(MATERIAL SHOWN):
══════════
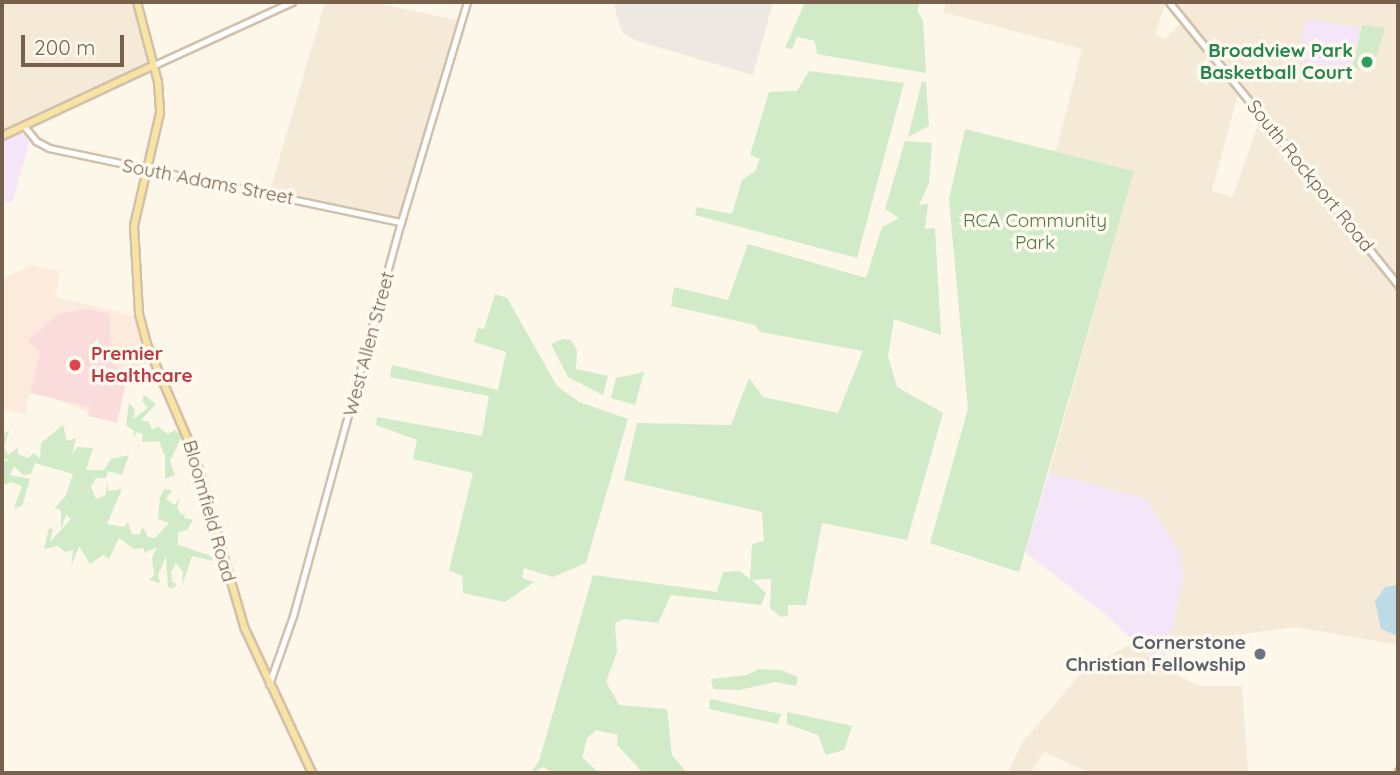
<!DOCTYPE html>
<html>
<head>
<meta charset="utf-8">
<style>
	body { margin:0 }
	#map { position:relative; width:1400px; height:775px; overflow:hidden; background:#fcf7e9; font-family:Quicksand,sans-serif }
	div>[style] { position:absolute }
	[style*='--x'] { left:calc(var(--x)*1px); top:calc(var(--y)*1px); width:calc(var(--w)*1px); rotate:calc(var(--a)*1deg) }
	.residential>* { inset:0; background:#f4ead7 }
	.commercial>* { inset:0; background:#fceadd }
	.industrial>* { inset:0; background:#ede9e2 }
	.education>* { inset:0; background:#f4e5f9 }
	.medical>* { inset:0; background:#fadcdc }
	.green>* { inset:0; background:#d1eac7 }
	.water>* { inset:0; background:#bddbe6 }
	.roads { filter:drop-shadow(2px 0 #d1c1ac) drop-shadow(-2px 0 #d1c1ac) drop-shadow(0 2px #d1c1ac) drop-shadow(0 -2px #d1c1ac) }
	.secondary>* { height:5px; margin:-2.5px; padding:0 2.5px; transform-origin:2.5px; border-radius:2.5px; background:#fff }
	.primary>* { height:6px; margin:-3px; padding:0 3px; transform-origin:3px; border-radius:3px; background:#f9e3a3 }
	.dots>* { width:19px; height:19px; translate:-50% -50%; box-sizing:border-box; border:4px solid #fffaef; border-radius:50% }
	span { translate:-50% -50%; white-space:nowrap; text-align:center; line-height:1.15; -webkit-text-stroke:7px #fffaef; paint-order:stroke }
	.leisure-label { font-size:19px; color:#27864d; font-weight:700 }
	.right { translate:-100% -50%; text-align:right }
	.street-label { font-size:19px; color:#77604c }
	.park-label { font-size:19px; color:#4e7c44 }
	.health-label { font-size:19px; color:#be3a42; font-weight:700 }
	.left { translate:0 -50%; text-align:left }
	.worship-label { font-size:19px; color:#5b616d; font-weight:700 }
	.frame { position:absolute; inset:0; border:4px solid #77604c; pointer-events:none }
	.scale { position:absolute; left:21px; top:35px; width:103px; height:32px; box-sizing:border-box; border:4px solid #77604c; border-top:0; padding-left:9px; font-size:21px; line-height:24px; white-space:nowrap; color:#77604c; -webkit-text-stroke:5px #fffaef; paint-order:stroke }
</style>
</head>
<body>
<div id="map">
	<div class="residential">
		<i style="clip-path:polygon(2px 2px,139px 2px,155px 67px,2px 137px)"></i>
		<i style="clip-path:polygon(325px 2px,371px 2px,460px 21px,399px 219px,270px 191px)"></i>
		<i style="clip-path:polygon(evenodd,946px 2px,1166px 2px,1155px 34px,1165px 39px,1184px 20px,1170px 2px,1398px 2px,1398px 645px,1296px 627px,1206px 639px,1170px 636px,1183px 582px,1180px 552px,1146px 499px,1049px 472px,1134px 171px,1056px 152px,1082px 49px,943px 12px,946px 2px,1239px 89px,1261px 116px,1233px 197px,1212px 191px,1239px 89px)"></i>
		<i style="clip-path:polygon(1133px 642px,1162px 668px,1199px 686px,1242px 686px,1248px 773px,1090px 773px,1044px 752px,1030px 773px,1008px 773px,1022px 743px,1081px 673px)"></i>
	</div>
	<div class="commercial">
		<i style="clip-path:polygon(32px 265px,60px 272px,55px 297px,137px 317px,150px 362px,128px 374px,117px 423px,30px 390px,25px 414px,2px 409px,2px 279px)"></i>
	</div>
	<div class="industrial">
		<i style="clip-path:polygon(613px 2px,773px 2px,753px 75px,637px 41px,622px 32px)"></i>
	</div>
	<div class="education">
		<i style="clip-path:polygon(1307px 19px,1360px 27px,1352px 70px,1296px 61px)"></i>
		<i style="clip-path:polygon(20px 131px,29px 142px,13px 201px,7px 202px,2px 200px,2px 142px)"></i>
		<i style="clip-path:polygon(1049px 472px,1146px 499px,1180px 552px,1183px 582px,1162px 668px,1109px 617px,1025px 552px)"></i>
	</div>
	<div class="medical">
		<i style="clip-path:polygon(89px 309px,109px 314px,112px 363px,128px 373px,117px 423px,88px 416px,90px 407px,30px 393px,40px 352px,28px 341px,58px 314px)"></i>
	</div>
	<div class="green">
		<i style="clip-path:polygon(805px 2px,920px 2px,917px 10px,923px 21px,926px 73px,817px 54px,815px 41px,797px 37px,792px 49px,785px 48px)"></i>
		<i style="clip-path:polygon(1362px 25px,1385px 28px,1372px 71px,1353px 67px)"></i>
		<i style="clip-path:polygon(809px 71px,904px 83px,857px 258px,695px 215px,697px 207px,732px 214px,742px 180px,755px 171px,760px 159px,750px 155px,769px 92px,797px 91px)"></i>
		<i style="clip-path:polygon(922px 81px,926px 82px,929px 126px,908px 137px)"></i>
		<i style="clip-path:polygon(965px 129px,1134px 171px,1019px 572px,930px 543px,968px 409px,949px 199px)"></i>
		<i style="clip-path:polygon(905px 141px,932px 143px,929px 183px,919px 205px,928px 204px,925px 229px,935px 228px,941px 335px,894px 319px,888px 356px,897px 387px,943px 413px,907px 540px,822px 523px,806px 605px,788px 605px,788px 615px,781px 617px,770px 608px,771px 579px,752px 580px,766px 593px,761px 605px,671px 595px,658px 623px,624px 619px,615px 623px,617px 652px,606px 682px,619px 705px,667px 709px,672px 755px,687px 773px,643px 773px,617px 745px,618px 735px,596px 730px,587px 738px,582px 757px,599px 773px,554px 773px,543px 767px,531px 773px,539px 761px,593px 575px,717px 592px,723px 572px,740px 571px,750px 579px,752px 544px,764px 541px,762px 512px,624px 480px,637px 423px,731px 425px,749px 378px,763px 397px,838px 413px,863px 351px,760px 332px,755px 325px,671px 306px,674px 287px,728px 300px,748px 244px,866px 278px,882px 227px,899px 218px,885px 209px)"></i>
		<i style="clip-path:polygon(495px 294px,507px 298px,557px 386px,579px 402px,628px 419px,586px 563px,553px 577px,524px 568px,522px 578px,534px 582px,505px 602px,463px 593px,462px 576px,449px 570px,473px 473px,413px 459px,417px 440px,376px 425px,377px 417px,482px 436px,489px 396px,390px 377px,392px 365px,498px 390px,506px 352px,474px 342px,478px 328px,484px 329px)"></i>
		<i style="clip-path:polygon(562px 339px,571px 340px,577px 350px,576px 369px,608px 376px,603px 395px,568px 377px,551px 344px)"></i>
		<i style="clip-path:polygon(644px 372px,635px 405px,611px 398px,616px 378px)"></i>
		<i style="clip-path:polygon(144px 395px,156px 404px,141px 420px,149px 422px,152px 430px,158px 427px,168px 434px,175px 430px,182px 436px,170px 461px,175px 475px,165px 479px,165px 456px,159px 441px,142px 442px,143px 434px,137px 432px,133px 439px,134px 431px,126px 425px,129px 403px,135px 410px,133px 419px,148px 408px,142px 401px)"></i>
		<i style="clip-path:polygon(63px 425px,67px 441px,76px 438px,72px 455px,77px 447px,93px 448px,86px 470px,104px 470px,111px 459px,129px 455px,122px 475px,108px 471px,106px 478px,96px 478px,91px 487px,96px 499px,106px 495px,107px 480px,108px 491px,122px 489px,107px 524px,124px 527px,128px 522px,132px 534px,139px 535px,143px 527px,148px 537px,155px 538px,169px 523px,158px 519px,160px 497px,164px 489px,172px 490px,166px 499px,175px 505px,180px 497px,177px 508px,182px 515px,185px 513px,184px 518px,193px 520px,187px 530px,178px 532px,178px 545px,211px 556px,213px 561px,192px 556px,182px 586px,183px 572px,176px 563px,171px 572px,172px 582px,177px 584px,173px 588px,168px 587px,166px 556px,158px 575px,160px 583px,149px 580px,154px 575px,152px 558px,157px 547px,144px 553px,144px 548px,134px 549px,119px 538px,109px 559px,103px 555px,90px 564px,79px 546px,71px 567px,73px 550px,65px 552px,58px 546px,44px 549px,49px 528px,53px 529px,50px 542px,71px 519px,66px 515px,61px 529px,61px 510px,55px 508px,66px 495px,73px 474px,35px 463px,31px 474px,23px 475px,14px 466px,10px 475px,30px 479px,22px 506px,14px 508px,22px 486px,11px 482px,2px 485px,2px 462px,10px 460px,2px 459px,2px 434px,9px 431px,4px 447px,8px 455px,18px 448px,18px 454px,28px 458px,34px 453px,40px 459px,41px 443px)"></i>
		<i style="clip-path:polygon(759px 669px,781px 670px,798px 677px,796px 686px,775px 682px,739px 690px,713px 689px,711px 679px,747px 675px)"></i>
		<i style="clip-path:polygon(710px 699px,781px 714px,778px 724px,709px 709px)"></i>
		<i style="clip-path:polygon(787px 712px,852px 726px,844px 750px,826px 755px,818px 735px,787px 724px)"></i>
	</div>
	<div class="water">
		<i style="clip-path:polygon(1398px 585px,1398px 636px,1381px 629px,1375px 601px,1385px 587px)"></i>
	</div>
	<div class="roads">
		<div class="secondary">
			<i style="--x:1169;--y:2;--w:364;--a:51"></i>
			<i style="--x:152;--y:66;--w:154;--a:-24.6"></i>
			<i style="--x:24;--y:126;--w:19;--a:51"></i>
			<i style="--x:36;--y:141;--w:15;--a:28"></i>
			<i style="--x:49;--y:148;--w:360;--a:11.9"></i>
			<i style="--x:269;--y:684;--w:72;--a:-70.6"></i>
			<i style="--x:293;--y:616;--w:409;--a:-74.7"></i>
			<i style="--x:401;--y:222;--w:230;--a:-73.3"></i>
			<i style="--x:1398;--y:773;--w:2;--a:-90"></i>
		</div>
		<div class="primary">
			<i style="--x:137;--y:2;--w:83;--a:75.3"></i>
			<i style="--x:158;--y:82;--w:31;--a:86"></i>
			<i style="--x:160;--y:113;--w:116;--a:103"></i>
			<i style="--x:134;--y:226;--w:88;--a:86.7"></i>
			<i style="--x:139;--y:314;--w:34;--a:75"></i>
			<i style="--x:148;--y:347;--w:116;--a:66.7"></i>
			<i style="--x:194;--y:454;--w:182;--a:73.8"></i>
			<i style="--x:245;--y:629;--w:159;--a:65"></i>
			<i style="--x:2;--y:136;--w:166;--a:-25"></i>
		</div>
	</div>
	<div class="dots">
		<i style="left:1367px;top:62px;background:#2e9e5b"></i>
		<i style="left:75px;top:365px;background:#e0444e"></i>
		<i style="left:1260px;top:654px;background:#6b7280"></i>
	</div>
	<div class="leisure-label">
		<span class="right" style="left:1353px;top:62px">Broadview Park<br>Basketball Court</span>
	</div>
	<div class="street-label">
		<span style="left:1310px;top:176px;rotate:51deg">South Rockport Road</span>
		<span style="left:208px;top:182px;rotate:11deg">South Adams Street</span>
		<span style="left:369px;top:344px;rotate:-75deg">West Allen Street</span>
		<span style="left:209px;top:511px;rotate:74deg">Bloomfield Road</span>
	</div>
	<div class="park-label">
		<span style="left:1035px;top:232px">RCA Community<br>Park</span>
	</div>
	<div class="health-label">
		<span class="left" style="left:91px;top:365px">Premier<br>Healthcare</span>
	</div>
	<div class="worship-label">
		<span class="right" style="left:1246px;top:654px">Cornerstone<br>Christian Fellowship</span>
	</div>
	<div class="frame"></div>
	<div class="scale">200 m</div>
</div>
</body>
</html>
══════════
(ACTIVITY): Gather each line in the data that holds the string "roads".

(OUTPUT):
	.roads { filter:drop-shadow(2px 0 #d1c1ac) drop-shadow(-2px 0 #d1c1ac) drop-shadow(0 2px #d1c1ac) drop-shadow(0 -2px #d1c1ac) }
	<div class="roads">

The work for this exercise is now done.